Could you design a simple virtual machine for vector math that a wide range of existing and future vector hardware (SIMD instruction sets, GPUs, FPGAs) could execute efficiently? A sort of equivalent for C’s virtual machine (viewing C as a virtual machine!) but aimed at things that can execute efficiently across a wide range of today’s computers, not 1984’s — a lowest common denominator that’s low enough to get substantial parallelism on almost anything, but not so low that typical code is as slow as typical C code.
I think it’s feasible.
Of course, nonportable code will always be faster, but the idea of the vector VM is to be fast enough to use portable code most of the time.

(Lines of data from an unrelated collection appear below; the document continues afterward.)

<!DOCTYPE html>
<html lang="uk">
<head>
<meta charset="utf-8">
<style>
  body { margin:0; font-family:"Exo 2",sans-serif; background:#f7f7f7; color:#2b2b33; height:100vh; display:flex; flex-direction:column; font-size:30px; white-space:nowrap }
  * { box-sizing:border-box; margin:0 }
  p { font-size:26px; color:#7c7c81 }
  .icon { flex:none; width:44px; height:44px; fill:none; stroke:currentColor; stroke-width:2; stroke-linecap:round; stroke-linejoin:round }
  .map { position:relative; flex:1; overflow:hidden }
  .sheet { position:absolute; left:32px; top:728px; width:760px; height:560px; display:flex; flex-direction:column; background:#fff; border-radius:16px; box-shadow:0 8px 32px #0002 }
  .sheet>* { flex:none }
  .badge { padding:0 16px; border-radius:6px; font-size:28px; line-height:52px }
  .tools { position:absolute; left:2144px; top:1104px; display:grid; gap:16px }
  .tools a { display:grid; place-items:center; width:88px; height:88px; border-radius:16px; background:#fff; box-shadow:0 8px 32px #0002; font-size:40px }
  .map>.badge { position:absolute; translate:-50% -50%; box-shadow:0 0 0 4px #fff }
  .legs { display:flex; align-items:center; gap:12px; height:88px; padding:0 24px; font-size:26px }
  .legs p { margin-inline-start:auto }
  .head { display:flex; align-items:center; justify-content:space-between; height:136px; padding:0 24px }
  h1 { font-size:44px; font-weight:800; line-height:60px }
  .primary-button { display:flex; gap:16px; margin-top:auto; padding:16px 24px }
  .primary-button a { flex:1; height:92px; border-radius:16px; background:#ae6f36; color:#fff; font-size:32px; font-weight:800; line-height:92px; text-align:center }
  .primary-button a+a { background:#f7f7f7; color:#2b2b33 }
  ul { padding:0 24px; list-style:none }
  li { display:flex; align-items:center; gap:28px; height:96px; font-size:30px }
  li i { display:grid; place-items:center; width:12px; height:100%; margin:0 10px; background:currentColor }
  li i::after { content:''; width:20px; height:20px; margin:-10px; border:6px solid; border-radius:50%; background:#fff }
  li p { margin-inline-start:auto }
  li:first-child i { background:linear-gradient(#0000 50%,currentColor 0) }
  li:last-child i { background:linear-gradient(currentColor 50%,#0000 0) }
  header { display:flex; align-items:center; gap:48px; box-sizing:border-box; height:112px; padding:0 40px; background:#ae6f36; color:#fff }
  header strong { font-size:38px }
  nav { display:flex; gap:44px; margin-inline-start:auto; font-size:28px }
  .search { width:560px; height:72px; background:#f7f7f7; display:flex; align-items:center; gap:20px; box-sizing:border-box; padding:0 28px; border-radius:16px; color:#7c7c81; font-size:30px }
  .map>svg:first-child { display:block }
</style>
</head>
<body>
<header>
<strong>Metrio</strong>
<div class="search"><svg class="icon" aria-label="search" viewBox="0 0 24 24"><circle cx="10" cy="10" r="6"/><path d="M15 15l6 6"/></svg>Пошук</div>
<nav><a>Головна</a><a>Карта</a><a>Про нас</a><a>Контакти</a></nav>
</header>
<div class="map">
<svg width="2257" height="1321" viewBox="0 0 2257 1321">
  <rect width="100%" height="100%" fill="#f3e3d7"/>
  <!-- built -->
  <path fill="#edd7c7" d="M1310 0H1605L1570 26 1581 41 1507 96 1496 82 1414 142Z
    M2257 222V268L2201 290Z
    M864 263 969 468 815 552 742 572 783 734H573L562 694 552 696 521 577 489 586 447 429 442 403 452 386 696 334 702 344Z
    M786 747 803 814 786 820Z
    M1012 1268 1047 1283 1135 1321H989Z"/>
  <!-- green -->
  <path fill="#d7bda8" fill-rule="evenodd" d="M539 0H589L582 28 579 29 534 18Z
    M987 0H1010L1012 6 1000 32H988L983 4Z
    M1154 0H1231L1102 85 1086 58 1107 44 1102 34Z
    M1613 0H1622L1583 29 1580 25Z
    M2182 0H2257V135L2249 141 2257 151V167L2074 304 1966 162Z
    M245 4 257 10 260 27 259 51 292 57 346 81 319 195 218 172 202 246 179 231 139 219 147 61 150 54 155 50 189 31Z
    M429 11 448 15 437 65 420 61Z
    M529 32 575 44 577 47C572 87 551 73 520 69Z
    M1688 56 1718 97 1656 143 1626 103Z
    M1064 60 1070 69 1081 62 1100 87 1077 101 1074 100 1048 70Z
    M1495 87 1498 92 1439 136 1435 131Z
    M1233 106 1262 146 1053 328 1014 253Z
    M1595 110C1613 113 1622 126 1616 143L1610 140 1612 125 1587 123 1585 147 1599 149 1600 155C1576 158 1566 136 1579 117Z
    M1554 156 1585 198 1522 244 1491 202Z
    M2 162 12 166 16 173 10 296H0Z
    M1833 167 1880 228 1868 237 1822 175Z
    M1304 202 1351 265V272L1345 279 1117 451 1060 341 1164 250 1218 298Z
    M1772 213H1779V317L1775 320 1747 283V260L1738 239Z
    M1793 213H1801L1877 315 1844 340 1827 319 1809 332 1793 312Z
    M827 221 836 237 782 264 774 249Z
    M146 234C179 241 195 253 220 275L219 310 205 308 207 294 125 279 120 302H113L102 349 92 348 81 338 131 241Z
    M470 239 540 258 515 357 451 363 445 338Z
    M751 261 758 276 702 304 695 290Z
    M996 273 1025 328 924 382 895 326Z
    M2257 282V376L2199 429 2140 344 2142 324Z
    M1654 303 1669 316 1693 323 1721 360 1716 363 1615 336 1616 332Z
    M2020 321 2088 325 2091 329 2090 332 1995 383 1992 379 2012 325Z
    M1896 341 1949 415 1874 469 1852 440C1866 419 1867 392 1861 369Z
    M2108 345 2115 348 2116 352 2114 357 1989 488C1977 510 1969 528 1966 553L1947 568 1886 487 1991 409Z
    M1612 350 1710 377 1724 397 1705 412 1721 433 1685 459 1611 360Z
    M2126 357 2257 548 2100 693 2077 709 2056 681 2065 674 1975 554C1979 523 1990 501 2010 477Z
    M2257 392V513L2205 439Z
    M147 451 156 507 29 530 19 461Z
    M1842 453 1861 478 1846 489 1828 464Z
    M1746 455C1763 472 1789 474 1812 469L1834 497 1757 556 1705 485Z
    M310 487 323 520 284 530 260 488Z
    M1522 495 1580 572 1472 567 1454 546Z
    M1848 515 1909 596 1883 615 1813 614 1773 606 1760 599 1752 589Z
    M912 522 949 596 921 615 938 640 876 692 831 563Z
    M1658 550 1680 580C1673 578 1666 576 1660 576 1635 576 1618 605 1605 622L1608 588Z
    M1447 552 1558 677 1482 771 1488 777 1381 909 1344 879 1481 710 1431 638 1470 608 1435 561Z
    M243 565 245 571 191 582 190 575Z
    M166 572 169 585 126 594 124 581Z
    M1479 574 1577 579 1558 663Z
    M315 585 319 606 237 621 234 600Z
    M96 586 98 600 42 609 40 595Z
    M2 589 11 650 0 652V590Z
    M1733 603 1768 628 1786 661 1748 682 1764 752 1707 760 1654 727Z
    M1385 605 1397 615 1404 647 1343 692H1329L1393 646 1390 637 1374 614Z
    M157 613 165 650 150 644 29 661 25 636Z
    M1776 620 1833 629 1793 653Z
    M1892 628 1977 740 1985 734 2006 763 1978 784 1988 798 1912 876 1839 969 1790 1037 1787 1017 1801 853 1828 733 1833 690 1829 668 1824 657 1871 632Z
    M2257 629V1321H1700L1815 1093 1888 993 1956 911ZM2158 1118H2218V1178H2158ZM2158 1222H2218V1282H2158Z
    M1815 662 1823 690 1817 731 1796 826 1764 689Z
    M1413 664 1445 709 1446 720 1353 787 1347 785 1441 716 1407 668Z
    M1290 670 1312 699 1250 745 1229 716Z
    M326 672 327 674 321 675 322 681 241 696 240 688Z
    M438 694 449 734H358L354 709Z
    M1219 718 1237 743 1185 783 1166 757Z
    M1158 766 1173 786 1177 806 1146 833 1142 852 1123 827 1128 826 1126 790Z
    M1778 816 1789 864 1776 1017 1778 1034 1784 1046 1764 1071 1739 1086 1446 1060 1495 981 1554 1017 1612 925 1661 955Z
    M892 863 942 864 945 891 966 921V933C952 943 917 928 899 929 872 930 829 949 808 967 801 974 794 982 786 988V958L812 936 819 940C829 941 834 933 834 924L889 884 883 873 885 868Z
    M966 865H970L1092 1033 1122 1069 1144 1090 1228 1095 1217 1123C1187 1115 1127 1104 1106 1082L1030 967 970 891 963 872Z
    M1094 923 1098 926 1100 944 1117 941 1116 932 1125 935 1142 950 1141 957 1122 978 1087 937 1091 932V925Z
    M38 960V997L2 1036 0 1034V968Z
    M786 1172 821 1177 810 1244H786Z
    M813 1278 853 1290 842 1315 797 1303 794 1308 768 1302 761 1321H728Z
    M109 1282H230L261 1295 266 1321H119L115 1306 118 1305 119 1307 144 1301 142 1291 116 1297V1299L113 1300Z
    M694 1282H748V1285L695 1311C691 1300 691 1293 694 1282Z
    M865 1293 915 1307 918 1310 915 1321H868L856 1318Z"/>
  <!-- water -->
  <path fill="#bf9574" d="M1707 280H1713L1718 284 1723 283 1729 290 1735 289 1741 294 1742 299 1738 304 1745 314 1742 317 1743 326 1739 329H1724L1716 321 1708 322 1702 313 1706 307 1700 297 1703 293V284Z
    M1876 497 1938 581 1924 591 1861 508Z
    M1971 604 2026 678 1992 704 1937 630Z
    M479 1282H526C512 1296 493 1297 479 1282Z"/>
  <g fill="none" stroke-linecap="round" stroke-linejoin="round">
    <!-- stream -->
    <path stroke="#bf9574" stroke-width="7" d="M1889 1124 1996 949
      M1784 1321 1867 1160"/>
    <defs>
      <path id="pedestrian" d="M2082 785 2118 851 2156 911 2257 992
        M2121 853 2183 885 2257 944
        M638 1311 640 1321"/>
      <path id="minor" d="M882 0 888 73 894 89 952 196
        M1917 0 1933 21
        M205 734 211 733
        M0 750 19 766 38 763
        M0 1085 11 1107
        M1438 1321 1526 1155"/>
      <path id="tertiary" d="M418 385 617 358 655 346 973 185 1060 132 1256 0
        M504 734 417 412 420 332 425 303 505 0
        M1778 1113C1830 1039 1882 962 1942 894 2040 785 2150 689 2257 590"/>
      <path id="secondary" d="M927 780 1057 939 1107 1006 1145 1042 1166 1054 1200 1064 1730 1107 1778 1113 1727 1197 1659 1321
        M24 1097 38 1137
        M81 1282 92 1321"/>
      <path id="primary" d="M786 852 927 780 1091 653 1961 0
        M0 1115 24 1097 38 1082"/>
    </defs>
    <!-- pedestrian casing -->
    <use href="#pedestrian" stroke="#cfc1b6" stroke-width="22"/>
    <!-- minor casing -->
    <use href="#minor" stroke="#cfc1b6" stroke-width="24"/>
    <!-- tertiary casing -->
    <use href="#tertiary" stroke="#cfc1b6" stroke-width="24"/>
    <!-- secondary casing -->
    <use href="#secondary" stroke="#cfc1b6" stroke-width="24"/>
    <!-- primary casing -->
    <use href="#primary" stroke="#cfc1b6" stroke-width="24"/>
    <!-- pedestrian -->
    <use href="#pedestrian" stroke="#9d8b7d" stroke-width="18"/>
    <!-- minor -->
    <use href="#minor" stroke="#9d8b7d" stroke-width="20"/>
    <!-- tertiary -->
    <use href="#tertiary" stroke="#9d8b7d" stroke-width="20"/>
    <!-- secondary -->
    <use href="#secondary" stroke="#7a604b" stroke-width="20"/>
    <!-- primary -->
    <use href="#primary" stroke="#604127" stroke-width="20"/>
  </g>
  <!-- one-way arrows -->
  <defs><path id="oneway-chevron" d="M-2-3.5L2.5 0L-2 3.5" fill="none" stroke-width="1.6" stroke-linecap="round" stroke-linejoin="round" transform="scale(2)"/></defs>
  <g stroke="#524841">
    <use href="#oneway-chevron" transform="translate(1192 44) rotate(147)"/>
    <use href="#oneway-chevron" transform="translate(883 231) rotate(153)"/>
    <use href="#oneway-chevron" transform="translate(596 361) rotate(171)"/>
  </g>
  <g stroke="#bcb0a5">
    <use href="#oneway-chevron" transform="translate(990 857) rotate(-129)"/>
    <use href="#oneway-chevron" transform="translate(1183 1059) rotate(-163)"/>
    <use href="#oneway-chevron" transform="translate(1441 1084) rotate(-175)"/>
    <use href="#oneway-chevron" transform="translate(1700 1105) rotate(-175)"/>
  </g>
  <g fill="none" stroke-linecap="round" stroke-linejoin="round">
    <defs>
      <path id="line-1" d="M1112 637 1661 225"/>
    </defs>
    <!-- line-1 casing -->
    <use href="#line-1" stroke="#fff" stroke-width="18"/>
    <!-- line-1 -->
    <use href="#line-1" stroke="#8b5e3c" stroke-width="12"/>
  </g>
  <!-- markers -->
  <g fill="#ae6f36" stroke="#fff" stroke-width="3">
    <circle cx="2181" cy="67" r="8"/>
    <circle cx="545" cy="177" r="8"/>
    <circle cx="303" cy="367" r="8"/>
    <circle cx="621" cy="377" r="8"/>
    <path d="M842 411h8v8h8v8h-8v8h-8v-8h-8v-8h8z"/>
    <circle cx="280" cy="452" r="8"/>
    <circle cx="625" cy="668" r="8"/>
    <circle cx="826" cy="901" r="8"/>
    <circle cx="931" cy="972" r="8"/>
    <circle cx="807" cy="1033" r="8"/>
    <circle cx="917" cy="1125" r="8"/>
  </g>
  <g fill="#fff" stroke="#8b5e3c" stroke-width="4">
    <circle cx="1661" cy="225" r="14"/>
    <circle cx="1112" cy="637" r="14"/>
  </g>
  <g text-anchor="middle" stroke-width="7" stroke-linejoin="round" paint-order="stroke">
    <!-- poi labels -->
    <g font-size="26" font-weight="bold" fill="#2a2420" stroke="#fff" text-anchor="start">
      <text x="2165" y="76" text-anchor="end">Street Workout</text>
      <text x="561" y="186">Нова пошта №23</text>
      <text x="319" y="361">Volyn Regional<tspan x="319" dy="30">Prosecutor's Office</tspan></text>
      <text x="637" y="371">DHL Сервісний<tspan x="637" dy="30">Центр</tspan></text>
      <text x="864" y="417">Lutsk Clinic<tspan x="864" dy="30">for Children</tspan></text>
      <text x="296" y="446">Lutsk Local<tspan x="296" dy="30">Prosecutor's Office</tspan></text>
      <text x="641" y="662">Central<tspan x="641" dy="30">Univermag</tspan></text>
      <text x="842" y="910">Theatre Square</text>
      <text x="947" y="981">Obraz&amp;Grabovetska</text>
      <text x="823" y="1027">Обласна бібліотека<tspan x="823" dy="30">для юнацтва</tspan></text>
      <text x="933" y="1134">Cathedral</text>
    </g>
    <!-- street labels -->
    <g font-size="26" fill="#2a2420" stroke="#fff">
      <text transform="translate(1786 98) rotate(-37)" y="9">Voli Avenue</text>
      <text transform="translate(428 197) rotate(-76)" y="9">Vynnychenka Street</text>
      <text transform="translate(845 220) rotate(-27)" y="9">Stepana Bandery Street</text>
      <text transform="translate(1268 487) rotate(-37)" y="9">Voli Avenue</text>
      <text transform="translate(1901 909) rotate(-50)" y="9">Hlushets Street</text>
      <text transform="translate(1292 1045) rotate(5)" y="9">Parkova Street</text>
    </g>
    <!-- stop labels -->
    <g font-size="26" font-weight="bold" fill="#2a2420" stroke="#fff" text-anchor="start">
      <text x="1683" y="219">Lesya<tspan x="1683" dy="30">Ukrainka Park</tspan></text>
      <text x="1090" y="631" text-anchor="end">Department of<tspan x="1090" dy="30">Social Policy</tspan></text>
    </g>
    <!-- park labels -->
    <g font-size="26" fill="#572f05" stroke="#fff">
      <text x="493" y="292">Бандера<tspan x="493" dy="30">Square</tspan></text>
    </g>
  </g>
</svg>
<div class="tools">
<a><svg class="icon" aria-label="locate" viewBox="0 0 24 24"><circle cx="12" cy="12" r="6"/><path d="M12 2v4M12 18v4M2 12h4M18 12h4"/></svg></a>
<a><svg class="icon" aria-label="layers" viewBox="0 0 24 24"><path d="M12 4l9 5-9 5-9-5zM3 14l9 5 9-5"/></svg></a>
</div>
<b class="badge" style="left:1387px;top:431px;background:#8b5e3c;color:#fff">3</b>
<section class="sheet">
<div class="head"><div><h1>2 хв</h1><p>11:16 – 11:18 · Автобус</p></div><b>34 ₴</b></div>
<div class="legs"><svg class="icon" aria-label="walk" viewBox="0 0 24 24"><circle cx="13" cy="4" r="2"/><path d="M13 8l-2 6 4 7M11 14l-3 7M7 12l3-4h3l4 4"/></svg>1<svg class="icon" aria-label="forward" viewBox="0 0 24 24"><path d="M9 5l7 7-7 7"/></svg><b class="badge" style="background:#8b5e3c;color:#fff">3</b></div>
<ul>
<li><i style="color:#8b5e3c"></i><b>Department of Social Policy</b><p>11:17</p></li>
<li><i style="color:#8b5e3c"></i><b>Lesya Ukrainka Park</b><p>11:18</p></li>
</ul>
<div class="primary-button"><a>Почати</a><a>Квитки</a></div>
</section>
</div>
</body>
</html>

I was originally thinking of this approach as part of an archival virtual machine proposal, a successor to Chifir sufficiently improved to be workable, whose raison d’être was archaeological in nature — the objective is for an archaeologist finding the artifact to be able to implement the specified virtual machine as a fun afternoon hack, then load the ancient data into it and breathe life back into it. I thought maybe a pipelined vector design could work, but upon further consideration, I decided it wasn’t well suited to compatible reimplementations without reference to an existing working implementation.
Still, though, I think it might be interesting for less demanding purposes, the sort of thing OpenCL and Vulkan are aimed at. It’s sort of a microscopic SPIR-V with about 30 operations, or a VM for Wadge’s Lucid.
Old Cray machines weren’t parallel-SIMD, where you could add, subtract, multiply, take the square root, or whatever of each of 4 or 8 or 16 values in a single cycle; instead they had some 8 “vector registers” of, say, 64 single-precision floats, and vector operations on them which operated elementwise. But the machines didn’t have 64 floating-point execution units; they might have 6. So a vector-to-vector operation necessarily took place one float at a time, but pipelined, with one result per cycle. Moreover, you could “chain” operations from one register to the next, and even to main memory. So, for example, you might compute mx + b, for vector values of the variables, as follows:
vectorload m_addr, V1
vectorload x_addr, V2
vectorload b_addr, V4
vectormul V1, V2, V3
vectoradd V3, V4, V5
vectorstore V5, y_addr
So with six instructions you would start the computation of the values, and then it might take 64 more clock cycles to finish. This is how the Cray-1 got 138 megaflops, bursting to 240 megaflops, in 1977, on an 80MHz clock.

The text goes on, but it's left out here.